ENTRIES SHOWN:
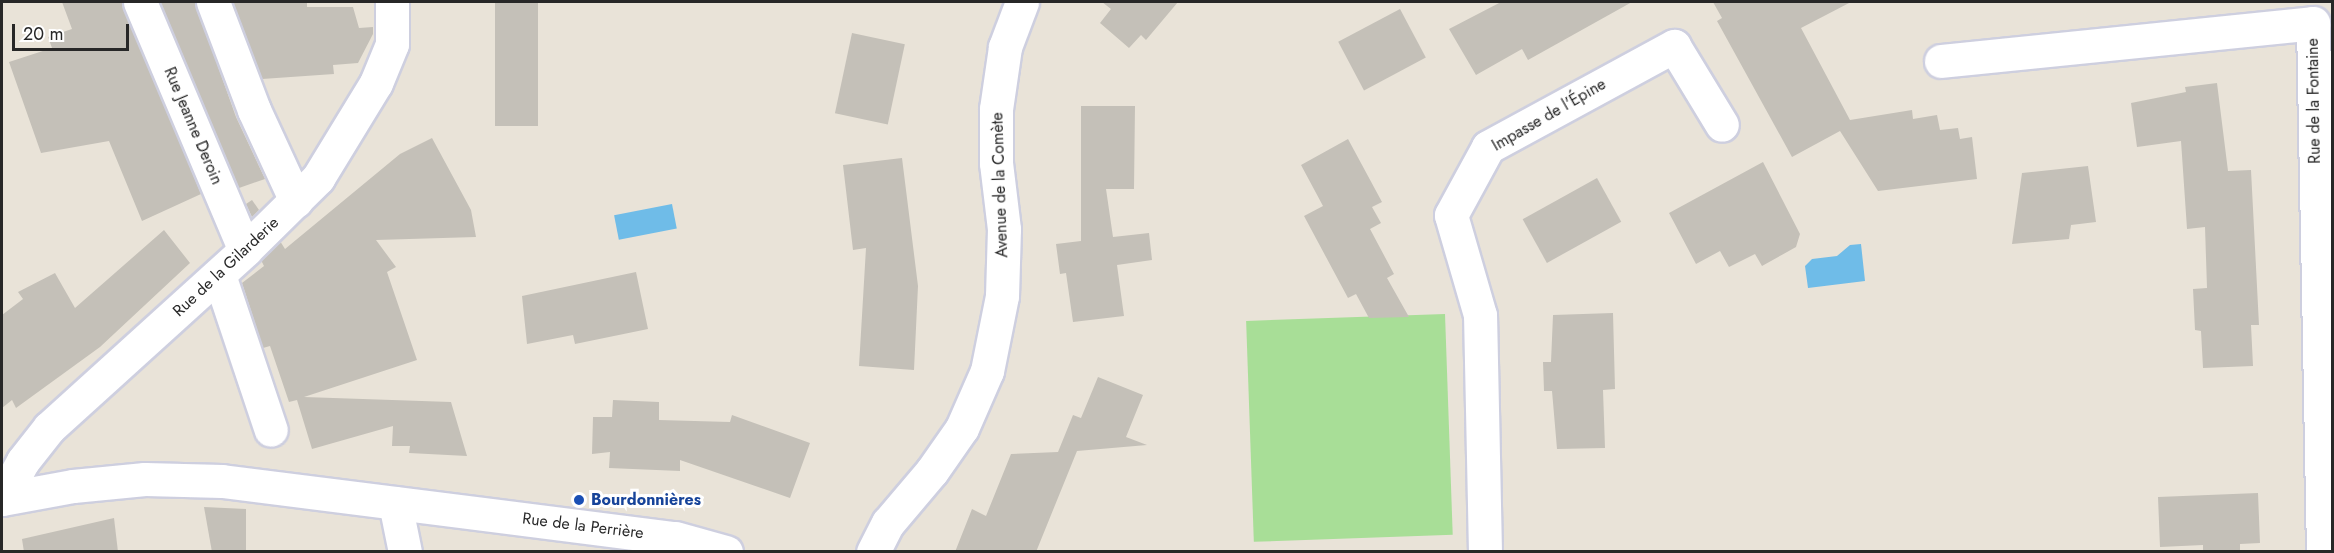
<!DOCTYPE html>
<html>
<head>
<meta charset="utf-8">
<style>
  body { margin:0 }
  #map { position:relative; width:2334px; height:553px; overflow:hidden; background:#e9e3d8; font-family:Jost,sans-serif }
  div>[style] { position:absolute }
  .green>* { inset:0; background:#a8de97; transform-origin:0 0 }
  .water>* { inset:0; background:#6fbce8; transform-origin:0 0 }
  .building>* { inset:0; background:#c4c0b8; transform-origin:0 0 }
  .roads { filter:drop-shadow(2px 0 #cecfdf) drop-shadow(-2px 0 #cecfdf) drop-shadow(0 2px #cecfdf) drop-shadow(0 -2px #cecfdf) }
  .minor>* { height:33px; margin:-16.5px; padding:0 16.5px; transform-origin:16.5px; border-radius:16.5px; background:#fff }
  .dots>* { width:16px; height:16px; translate:-50% -50%; box-sizing:border-box; border:3px solid #fff; border-radius:50% }
  span { translate:-50% -50%; white-space:nowrap; text-align:center; line-height:1.15; -webkit-text-stroke:6px #fff; paint-order:stroke }
  .street-label { font-size:16px; color:#272727 }
  .transit-label { font-size:16px; color:#164399; font-weight:700 }
  .left { translate:0 -50%; text-align:left }
  .frame { position:absolute; inset:0; border:3px solid #272727; pointer-events:none }
  .scale { position:absolute; left:12px; top:24px; width:117px; height:27px; box-sizing:border-box; border:3px solid #272727; border-top:0; padding-left:8px; font-size:18px; line-height:21px; white-space:nowrap; color:#272727; -webkit-text-stroke:4px #fff; paint-order:stroke }
</style>
</head>
<body>
<div id="map">
  <div class="green">
    <i style="left:1445px;top:314px;width:221px;height:199px;rotate:88deg"></i>
  </div>
  <div class="water">
    <i style="left:672px;top:204px;width:25px;height:59px;rotate:79deg"></i>
    <i style="clip-path:polygon(1861px 244px,1865px 281px,1808px 288px,1805px 266px,1812px 259px,1837px 256px,1850px 245px)"></i>
  </div>
  <div class="building">
    <i style="clip-path:polygon(62px 2px,122px 2px,201px 194px,142px 221px,109px 141px,41px 153px,9px 62px,52px 48px,48px 37px,72px 29px)"></i>
    <i style="clip-path:polygon(160px 2px,195px 2px,236px 117px,265px 179px,239px 188px)"></i>
    <i style="clip-path:polygon(233px 2px,307px 2px,307px 7px,353px 7px,359px 28px,373px 27px,373px 34px,358px 63px,333px 65px,334px 74px,262px 79px)"></i>
    <i style="left:495px;top:2px;width:43px;height:124px"></i>
    <i style="clip-path:polygon(1102px 2px,1178px 2px,1146px 40px,1141px 35px,1129px 48px,1100px 23px,1111px 9px)"></i>
    <i style="clip-path:polygon(1501px 2px,1632px 2px,1528px 60px,1522px 49px,1476px 75px,1449px 29px)"></i>
    <i style="clip-path:polygon(1713px 2px,1851px 2px,1801px 28px,1850px 120px,1912px 110px,1913px 119px,1937px 115px,1940px 130px,1958px 128px,1960px 139px,1972px 137px,1977px 179px,1878px 191px,1840px 131px,1792px 157px,1717px 21px,1722px 18px)"></i>
    <i style="left:1400px;top:9px;width:55px;height:70px;rotate:62deg"></i>
    <i style="left:852px;top:33px;width:54px;height:82px;rotate:12deg"></i>
    <i style="clip-path:polygon(2217px 83px,2228px 171px,2251px 170px,2259px 325px,2251px 325px,2253px 366px,2203px 368px,2201px 331px,2195px 330px,2193px 289px,2207px 288px,2205px 227px,2187px 229px,2181px 141px,2137px 147px,2131px 103px,2186px 92px,2185px 87px)"></i>
    <i style="clip-path:polygon(1081px 106px,1135px 106px,1134px 189px,1106px 189px,1113px 237px,1149px 233px,1152px 260px,1117px 265px,1124px 316px,1073px 322px,1066px 273px,1060px 274px,1056px 244px,1081px 241px)"></i>
    <i style="clip-path:polygon(432px 138px,471px 210px,476px 237px,376px 240px,396px 267px,387px 272px,417px 360px,304px 397px,451px 402px,467px 456px,409px 453px,410px 446px,392px 446px,393px 426px,312px 449px,297px 400px,289px 402px,270px 346px,263px 348px,242px 283px,264px 266px,261px 260px,280px 241px,285px 249px,400px 154px)"></i>
    <i style="clip-path:polygon(1348px 139px,1382px 202px,1372px 207px,1381px 223px,1370px 229px,1394px 274px,1387px 278px,1409px 317px,1369px 318px,1356px 294px,1348px 298px,1304px 216px,1323px 206px,1301px 165px)"></i>
    <i style="clip-path:polygon(902px 158px,918px 286px,914px 370px,859px 366px,866px 248px,853px 250px,843px 165px)"></i>
    <i style="clip-path:polygon(1763px 162px,1800px 234px,1796px 247px,1762px 266px,1755px 254px,1729px 267px,1720px 251px,1696px 264px,1669px 213px)"></i>
    <i style="clip-path:polygon(2088px 166px,2096px 222px,2071px 225px,2069px 239px,2012px 244px,2022px 173px)"></i>
    <i style="left:1597px;top:178px;width:50px;height:85px;rotate:61deg"></i>
    <i style="clip-path:polygon(252px 200px,259px 210px,252px 217px,246px 204px)"></i>
    <i style="clip-path:polygon(164px 230px,190px 263px,100px 347px,16px 408px,12px 400px,2px 408px,2px 315px,23px 299px,18px 292px,55px 273px,75px 308px)"></i>
    <i style="clip-path:polygon(636px 272px,648px 329px,575px 344px,573px 335px,527px 344px,522px 296px)"></i>
    <i style="clip-path:polygon(1613px 313px,1615px 389px,1603px 390px,1605px 448px,1557px 449px,1552px 391px,1544px 391px,1543px 362px,1551px 362px,1553px 315px)"></i>
    <i style="clip-path:polygon(1098px 377px,1143px 395px,1126px 437px,1147px 445px,1077px 451px,1036px 552px,955px 552px,972px 509px,986px 516px,1011px 454px,1058px 452px,1073px 415px,1081px 418px)"></i>
    <i style="clip-path:polygon(613px 400px,659px 402px,659px 420px,730px 422px,732px 415px,810px 443px,790px 498px,680px 460px,680px 471px,609px 468px,610px 452px,592px 454px,593px 417px,612px 417px)"></i>
    <i style="clip-path:polygon(2258px 493px,2260px 543px,2240px 544px,2240px 552px,2203px 552px,2203px 545px,2160px 547px,2158px 497px)"></i>
    <i style="clip-path:polygon(204px 507px,246px 509px,246px 552px,212px 552px)"></i>
    <i style="clip-path:polygon(114px 518px,118px 552px,24px 552px,22px 539px)"></i>
  </div>
  <div class="roads">
    <div class="minor">
      <i style="left:140px;top:2px;width:269px;rotate:67.1deg"></i>
      <i style="left:213px;top:2px;width:116px;rotate:69.2deg"></i>
      <i style="left:254px;top:110px;width:100px;rotate:65.2deg"></i>
      <i style="left:1941px;top:61px;width:374px;rotate:-5.8deg"></i>
      <i style="left:2313px;top:23px;width:529px;rotate:88.92deg"></i>
      <i style="left:219px;top:275px;width:163px;rotate:71.5deg"></i>
      <i style="left:2px;top:499px;width:72px;rotate:-10.4deg"></i>
      <i style="left:73px;top:486px;width:72px;rotate:-5.6deg"></i>
      <i style="left:145px;top:479px;width:77px;rotate:1.5deg"></i>
      <i style="left:222px;top:481px;width:457px;rotate:7.2deg"></i>
      <i style="left:675px;top:538px;width:53px;rotate:15.4deg"></i>
      <i style="left:2px;top:499px;width:43px;rotate:-61.1deg"></i>
      <i style="left:23px;top:461px;width:42px;rotate:-51.8deg"></i>
      <i style="left:49px;top:428px;width:265px;rotate:-42.2deg"></i>
      <i style="left:245px;top:250px;width:103px;rotate:-44.6deg"></i>
      <i style="left:318px;top:178px;width:111px;rotate:-58.6deg"></i>
      <i style="left:376px;top:83px;width:42px;rotate:-67.7deg"></i>
      <i style="left:392px;top:44px;width:42px;rotate:-90deg"></i>
      <i style="left:395px;top:503px;width:50px;rotate:78.5deg"></i>
      <i style="left:873px;top:552px;width:33px;rotate:-63deg"></i>
      <i style="left:888px;top:523px;width:68px;rotate:-49.8deg"></i>
      <i style="left:932px;top:471px;width:52px;rotate:-55.1deg"></i>
      <i style="left:962px;top:428px;width:62px;rotate:-66.3deg"></i>
      <i style="left:987px;top:371px;width:76px;rotate:-78.7deg"></i>
      <i style="left:1002px;top:296px;width:67px;rotate:-88.3deg"></i>
      <i style="left:1004px;top:229px;width:66px;rotate:-96.9deg"></i>
      <i style="left:996px;top:163px;width:54px;rotate:-90deg"></i>
      <i style="left:996px;top:109px;width:63px;rotate:-81.7deg"></i>
      <i style="left:1005px;top:47px;width:48px;rotate:-69.3deg"></i>
      <i style="left:1485px;top:552px;width:237px;rotate:-91.2deg"></i>
      <i style="left:1480px;top:315px;width:104px;rotate:-106.2deg"></i>
      <i style="left:1451px;top:215px;width:77px;rotate:-61.4deg"></i>
      <i style="left:1488px;top:147px;width:212px;rotate:-28.5deg"></i>
      <i style="left:1674px;top:46px;width:92px;rotate:58.7deg"></i>
    </div>
  </div>
  <div class="dots">
    <i style="left:579px;top:500px;background:#1a4fb4"></i>
  </div>
  <div class="street-label">
    <span style="left:2314px;top:101px;rotate:-91deg">Rue de la Fontaine</span>
    <span style="left:1549px;top:115px;rotate:-30deg">Impasse de l'Épine</span>
    <span style="left:193px;top:126px;rotate:67deg">Rue Jeanne Deroin</span>
    <span style="left:1000px;top:185px;rotate:-92deg">Avenue de la Comète</span>
    <span style="left:226px;top:267px;rotate:-43deg">Rue de la Gilarderie</span>
    <span style="left:583px;top:526px;rotate:7deg">Rue de la Perrière</span>
  </div>
  <div class="transit-label">
    <span class="left" style="left:591px;top:500px">Bourdonnières</span>
  </div>
  <div class="frame"></div>
  <div class="scale">20 m</div>
</div>
</body>
</html>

PROBLEM REQUIREMENTS:
Please give back exactly the lines of this listing beginning at the line with "width:16px; height:16px; translate:-50%" and ending with the line with "font-size:16px; color:#164399; font-weight:700", both included, and nothing else.

ANSWER SECTION:
  .dots>* { width:16px; height:16px; translate:-50% -50%; box-sizing:border-box; border:3px solid #fff; border-radius:50% }
  span { translate:-50% -50%; white-space:nowrap; text-align:center; line-height:1.15; -webkit-text-stroke:6px #fff; paint-order:stroke }
  .street-label { font-size:16px; color:#272727 }
  .transit-label { font-size:16px; color:#164399; font-weight:700 }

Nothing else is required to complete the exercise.